This is something this blog has campaigned for vigorously, not only because it is a quick answer to the chronic shortage of helicopters, but also because it is a cheaper option and brings to the theatre equipment which is often better suited to the conditions. Furthermore, it makes available a cadre of highly experienced – mostly ex-military – pilots and crews, whose expertise could be a valuable asset in a difficult campaign.
But rather than applaud this imaginative and welcome development, Coghlan is distinctly downbeat, writing under a headline, "British troops 'to depend on rented helicopters'", as if this was an inferior option.

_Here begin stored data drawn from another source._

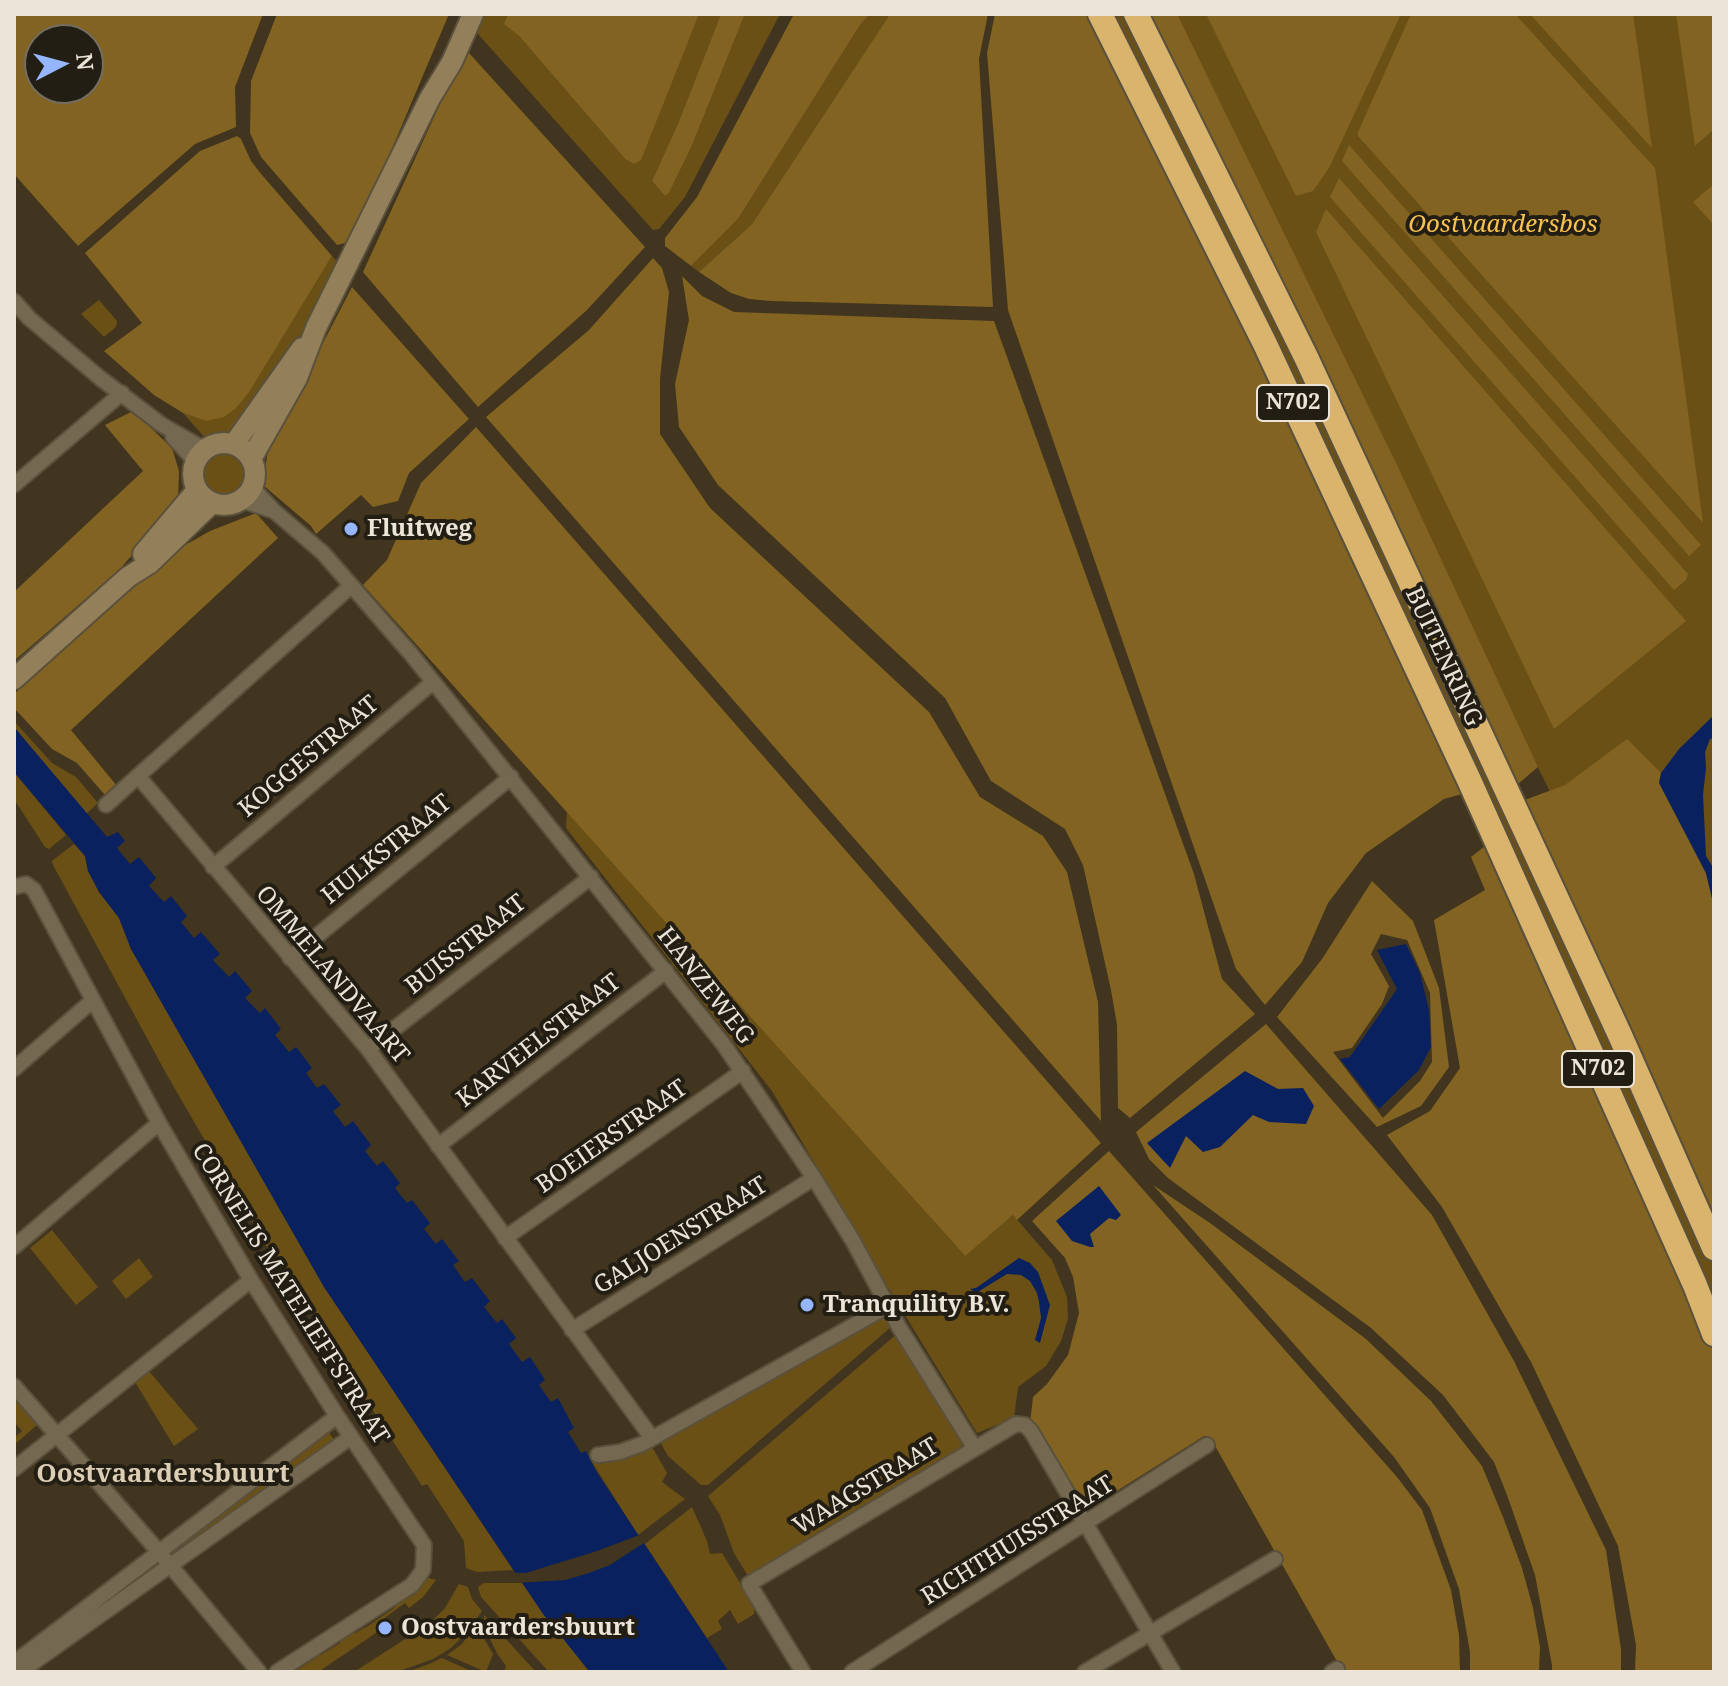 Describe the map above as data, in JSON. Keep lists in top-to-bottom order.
{
  "streets": {
    "highway": ["N702", "BUITENRING"],
    "street": [
      "KOGGESTRAAT",
      "HULKSTRAAT",
      "BUISSTRAAT",
      "OMMELANDVAART",
      "HANZEWEG",
      "KARVEELSTRAAT",
      "BOEIERSTRAAT",
      "GALJOENSTRAAT",
      "CORNELIS MATELIEFFSTRAAT",
      "WAAGSTRAAT",
      "RICHTHUISSTRAAT"
    ]
  },
  "crossings": [
    ["KOGGESTRAAT", "OMMELANDVAART"],
    ["KOGGESTRAAT", "HANZEWEG"],
    ["HULKSTRAAT", "OMMELANDVAART"],
    ["HULKSTRAAT", "HANZEWEG"],
    ["BUISSTRAAT", "OMMELANDVAART"],
    ["BUISSTRAAT", "HANZEWEG"],
    ["OMMELANDVAART", "KARVEELSTRAAT"],
    ["OMMELANDVAART", "BOEIERSTRAAT"],
    ["OMMELANDVAART", "GALJOENSTRAAT"],
    ["HANZEWEG", "KARVEELSTRAAT"],
    ["HANZEWEG", "BOEIERSTRAAT"],
    ["HANZEWEG", "GALJOENSTRAAT"],
    ["HANZEWEG", "WAAGSTRAAT"],
    ["WAAGSTRAAT", "RICHTHUISSTRAAT"]
  ],
  "districts": ["Oostvaardersbuurt"],
  "parks": ["Oostvaardersbos"],
  "places": ["Fluitweg", "Tranquility B.V.", "Oostvaardersbuurt"],
  "north": "right"
}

Opening his piece by telling us that "British troops in Afghanistan could soon be relying for their resupply on rented civilian helicopters," Coughlan tells us that the new plan is to rent 20 large transport helicopters from civilian contractors. They would be used in the south of the country, including Helmand province, to meet the needs of Britain, Canada and Holland who have troops engaged in heavy fighting.

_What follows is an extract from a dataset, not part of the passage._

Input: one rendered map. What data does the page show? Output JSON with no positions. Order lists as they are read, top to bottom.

However, in what is clearly a sign of the military briefing against the proposal, Coughlan then goes on to write:
Military sources in southern Afghanistan questioned whether helicopters rented from private security companies would meet the standards required to transport British forces. Britain and other European countries fly helicopters that are equipped with complex defensive equipment to detect and defeat heat-seeking missiles. Pilots are also trained to perform difficult low-level evasive flying to throw the aim of Taliban ground fire.He adds that 18 military helicopters have been lost in Afghanistan since 2001 with the loss of 110 soldiers and airmen. The last was a US Chinook transport helicopter in May. Seven people died, including a British soldier.

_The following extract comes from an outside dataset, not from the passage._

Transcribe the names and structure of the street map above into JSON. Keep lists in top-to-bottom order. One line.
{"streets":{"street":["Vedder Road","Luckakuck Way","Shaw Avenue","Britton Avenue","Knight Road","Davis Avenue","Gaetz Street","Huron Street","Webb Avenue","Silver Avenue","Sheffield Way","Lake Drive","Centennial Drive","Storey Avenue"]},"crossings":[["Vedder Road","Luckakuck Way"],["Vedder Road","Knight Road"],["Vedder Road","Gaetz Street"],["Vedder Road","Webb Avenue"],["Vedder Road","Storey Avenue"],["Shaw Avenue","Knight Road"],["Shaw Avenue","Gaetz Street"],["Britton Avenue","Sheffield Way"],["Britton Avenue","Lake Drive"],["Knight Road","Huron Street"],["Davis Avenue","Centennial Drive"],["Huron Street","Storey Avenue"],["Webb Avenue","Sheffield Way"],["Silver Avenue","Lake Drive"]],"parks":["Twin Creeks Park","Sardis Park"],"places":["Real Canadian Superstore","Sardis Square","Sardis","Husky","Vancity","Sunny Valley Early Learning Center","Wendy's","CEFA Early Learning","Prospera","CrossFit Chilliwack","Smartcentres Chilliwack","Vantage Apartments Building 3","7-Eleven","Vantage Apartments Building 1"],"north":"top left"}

This wholly negative picture is a travesty. As we have pointed out before, the helicopters under consideration are piloted in the main by ex-military pilots, many of whom are instructors who taught the current generation of military pilots their trade. Others are ex-special forces and some of them are already in theatre, working with US special forces, and thus have acquired considerable experience of the conditions and operational demands.
As to the "complex defensive equipment", fitting this to the civilian helicopters is no big deal – a complete suite can be fitted in a few days, and the pilots are well used to operating it.
The real story, therefore, is the reluctance of the military to see civilian contractors encroach on "their" war. Some of this is fuelled by a fear of the competition, with the civilians able to operate more flexibly, sometimes in conditions where military aircraft like the Lynx simply cannot fly.
And since they are vastly cheaper, they provide an unfavourable comparison, which might have the politicians asking why they are funding expensive military operations when they can get much more for their money by using contractors.
In effect, what we have, therefore, is the military crying "hands off, it's our war" – an exercise in protecting their own interests rather than going for what is needed.
Furthermore, the need for more helicopters is real. As Coughlan writes, in concluding his piece, "The need for helicopters has become more acute in response to the growing threat from roadside bombs, increasingly acquired via Iran." This dog-in-the-manger attitude costs lives. It is a pity that this is not recognised by The Telegraph.